Records shown:
▬▬▬▬▬▬▬▬▬▬

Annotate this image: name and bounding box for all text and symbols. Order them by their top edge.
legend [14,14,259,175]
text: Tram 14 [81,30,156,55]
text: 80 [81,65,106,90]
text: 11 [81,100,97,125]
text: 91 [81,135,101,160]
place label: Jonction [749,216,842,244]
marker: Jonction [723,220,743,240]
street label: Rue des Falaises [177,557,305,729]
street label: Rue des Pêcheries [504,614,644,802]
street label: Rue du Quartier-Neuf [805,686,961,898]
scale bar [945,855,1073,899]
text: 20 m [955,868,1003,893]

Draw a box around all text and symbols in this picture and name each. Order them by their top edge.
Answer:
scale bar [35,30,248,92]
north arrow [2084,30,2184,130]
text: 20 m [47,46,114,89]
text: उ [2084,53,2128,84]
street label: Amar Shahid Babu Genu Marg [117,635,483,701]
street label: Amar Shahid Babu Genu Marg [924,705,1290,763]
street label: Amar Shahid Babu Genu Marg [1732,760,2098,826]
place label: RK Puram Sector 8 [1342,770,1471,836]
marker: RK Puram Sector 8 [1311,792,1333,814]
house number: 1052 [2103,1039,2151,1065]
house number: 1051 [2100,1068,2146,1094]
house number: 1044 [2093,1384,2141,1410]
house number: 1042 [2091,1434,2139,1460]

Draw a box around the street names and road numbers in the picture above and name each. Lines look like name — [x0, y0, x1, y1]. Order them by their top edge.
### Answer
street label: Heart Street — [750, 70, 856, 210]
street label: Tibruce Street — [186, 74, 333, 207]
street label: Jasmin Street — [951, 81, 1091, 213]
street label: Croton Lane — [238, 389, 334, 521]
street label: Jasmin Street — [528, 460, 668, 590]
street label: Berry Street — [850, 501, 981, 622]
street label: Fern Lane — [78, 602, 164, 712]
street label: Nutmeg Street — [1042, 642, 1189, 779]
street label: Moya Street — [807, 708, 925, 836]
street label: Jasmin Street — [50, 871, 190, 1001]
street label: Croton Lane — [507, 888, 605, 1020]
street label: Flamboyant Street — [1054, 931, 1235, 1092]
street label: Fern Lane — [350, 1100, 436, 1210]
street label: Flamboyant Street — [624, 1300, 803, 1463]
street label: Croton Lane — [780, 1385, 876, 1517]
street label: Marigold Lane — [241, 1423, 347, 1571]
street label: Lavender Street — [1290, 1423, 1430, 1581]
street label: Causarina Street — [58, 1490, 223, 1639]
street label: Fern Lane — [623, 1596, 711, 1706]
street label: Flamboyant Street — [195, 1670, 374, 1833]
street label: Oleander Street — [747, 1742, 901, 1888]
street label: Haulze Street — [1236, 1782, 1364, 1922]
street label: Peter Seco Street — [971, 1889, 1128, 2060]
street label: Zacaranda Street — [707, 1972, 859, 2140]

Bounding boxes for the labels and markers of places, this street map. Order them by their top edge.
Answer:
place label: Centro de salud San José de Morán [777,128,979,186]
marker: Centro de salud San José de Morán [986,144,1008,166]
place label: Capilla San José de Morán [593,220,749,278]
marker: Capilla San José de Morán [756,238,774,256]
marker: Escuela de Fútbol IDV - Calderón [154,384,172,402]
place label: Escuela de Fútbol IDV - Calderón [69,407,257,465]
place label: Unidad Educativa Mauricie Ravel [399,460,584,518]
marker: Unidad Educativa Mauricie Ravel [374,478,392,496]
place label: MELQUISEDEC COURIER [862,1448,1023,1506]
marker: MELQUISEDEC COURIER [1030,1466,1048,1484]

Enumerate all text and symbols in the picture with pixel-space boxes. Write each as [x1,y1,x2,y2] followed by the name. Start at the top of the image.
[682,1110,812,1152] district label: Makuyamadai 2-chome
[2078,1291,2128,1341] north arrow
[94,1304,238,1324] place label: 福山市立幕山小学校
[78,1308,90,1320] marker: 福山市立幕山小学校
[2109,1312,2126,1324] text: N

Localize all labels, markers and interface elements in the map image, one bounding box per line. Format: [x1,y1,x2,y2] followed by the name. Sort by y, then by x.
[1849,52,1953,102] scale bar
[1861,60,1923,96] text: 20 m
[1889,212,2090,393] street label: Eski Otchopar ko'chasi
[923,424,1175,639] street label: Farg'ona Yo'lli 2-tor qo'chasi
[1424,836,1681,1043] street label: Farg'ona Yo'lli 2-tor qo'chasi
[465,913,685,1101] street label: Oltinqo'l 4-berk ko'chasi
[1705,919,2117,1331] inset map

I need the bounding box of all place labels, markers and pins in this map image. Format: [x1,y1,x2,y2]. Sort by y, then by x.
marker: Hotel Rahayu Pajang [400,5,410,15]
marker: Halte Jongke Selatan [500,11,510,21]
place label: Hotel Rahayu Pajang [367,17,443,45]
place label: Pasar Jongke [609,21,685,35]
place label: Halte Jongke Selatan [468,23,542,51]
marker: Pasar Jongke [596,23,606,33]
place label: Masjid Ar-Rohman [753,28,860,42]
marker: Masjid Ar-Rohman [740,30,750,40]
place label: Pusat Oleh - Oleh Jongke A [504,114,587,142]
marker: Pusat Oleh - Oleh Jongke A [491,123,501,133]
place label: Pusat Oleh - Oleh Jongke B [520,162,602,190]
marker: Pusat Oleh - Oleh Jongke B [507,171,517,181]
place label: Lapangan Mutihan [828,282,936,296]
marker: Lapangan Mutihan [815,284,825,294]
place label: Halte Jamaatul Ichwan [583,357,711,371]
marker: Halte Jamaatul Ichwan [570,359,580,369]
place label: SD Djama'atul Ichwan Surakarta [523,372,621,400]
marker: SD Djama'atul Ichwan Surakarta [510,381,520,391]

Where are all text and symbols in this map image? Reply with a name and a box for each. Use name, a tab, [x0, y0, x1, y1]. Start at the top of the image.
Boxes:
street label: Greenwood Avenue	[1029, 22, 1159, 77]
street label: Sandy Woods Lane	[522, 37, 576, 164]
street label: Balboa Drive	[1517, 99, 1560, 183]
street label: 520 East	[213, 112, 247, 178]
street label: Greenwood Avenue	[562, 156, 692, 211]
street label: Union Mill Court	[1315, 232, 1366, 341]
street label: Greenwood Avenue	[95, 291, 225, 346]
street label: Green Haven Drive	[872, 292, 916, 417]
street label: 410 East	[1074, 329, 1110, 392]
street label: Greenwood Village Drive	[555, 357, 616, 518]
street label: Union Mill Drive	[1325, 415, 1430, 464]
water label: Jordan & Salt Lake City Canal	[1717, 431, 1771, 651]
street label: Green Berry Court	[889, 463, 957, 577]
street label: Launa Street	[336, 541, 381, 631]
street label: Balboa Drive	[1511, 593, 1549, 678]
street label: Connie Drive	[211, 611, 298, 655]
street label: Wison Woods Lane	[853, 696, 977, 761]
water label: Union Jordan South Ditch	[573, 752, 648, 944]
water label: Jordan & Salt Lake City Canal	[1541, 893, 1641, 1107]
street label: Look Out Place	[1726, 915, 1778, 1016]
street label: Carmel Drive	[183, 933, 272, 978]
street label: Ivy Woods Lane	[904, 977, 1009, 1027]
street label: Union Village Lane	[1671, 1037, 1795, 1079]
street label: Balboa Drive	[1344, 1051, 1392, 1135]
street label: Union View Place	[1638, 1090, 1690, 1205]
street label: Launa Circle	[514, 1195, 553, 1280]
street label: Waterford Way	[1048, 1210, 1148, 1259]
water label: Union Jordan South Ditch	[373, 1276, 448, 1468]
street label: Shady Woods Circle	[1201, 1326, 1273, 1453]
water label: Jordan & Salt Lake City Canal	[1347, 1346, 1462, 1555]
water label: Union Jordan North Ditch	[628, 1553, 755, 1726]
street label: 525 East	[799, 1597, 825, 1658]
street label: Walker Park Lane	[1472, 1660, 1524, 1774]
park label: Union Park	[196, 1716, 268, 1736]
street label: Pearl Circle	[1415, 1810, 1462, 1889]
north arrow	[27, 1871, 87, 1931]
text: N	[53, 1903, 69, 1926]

▬▬▬▬▬▬▬▬▬▬

What to do:
Using the data above, restate word for word the lines from its opening line through the line that contains "Draw a box around the", and no more.

Answer section:
Annotate this image: name and bounding box for all text and symbols. Order them by their top edge.
legend [14,14,259,175]
text: Tram 14 [81,30,156,55]
text: 80 [81,65,106,90]
text: 11 [81,100,97,125]
text: 91 [81,135,101,160]
place label: Jonction [749,216,842,244]
marker: Jonction [723,220,743,240]
street label: Rue des Falaises [177,557,305,729]
street label: Rue des Pêcheries [504,614,644,802]
street label: Rue du Quartier-Neuf [805,686,961,898]
scale bar [945,855,1073,899]
text: 20 m [955,868,1003,893]

Draw a box around all text and symbols in this picture and name each. Order them by their top edge.
Answer:
scale bar [35,30,248,92]
north arrow [2084,30,2184,130]
text: 20 m [47,46,114,89]
text: उ [2084,53,2128,84]
street label: Amar Shahid Babu Genu Marg [117,635,483,701]
street label: Amar Shahid Babu Genu Marg [924,705,1290,763]
street label: Amar Shahid Babu Genu Marg [1732,760,2098,826]
place label: RK Puram Sector 8 [1342,770,1471,836]
marker: RK Puram Sector 8 [1311,792,1333,814]
house number: 1052 [2103,1039,2151,1065]
house number: 1051 [2100,1068,2146,1094]
house number: 1044 [2093,1384,2141,1410]
house number: 1042 [2091,1434,2139,1460]

Draw a box around the street names and road numbers in the picture above and name each. Lines look like name — [x0, y0, x1, y1]. Order them by their top edge.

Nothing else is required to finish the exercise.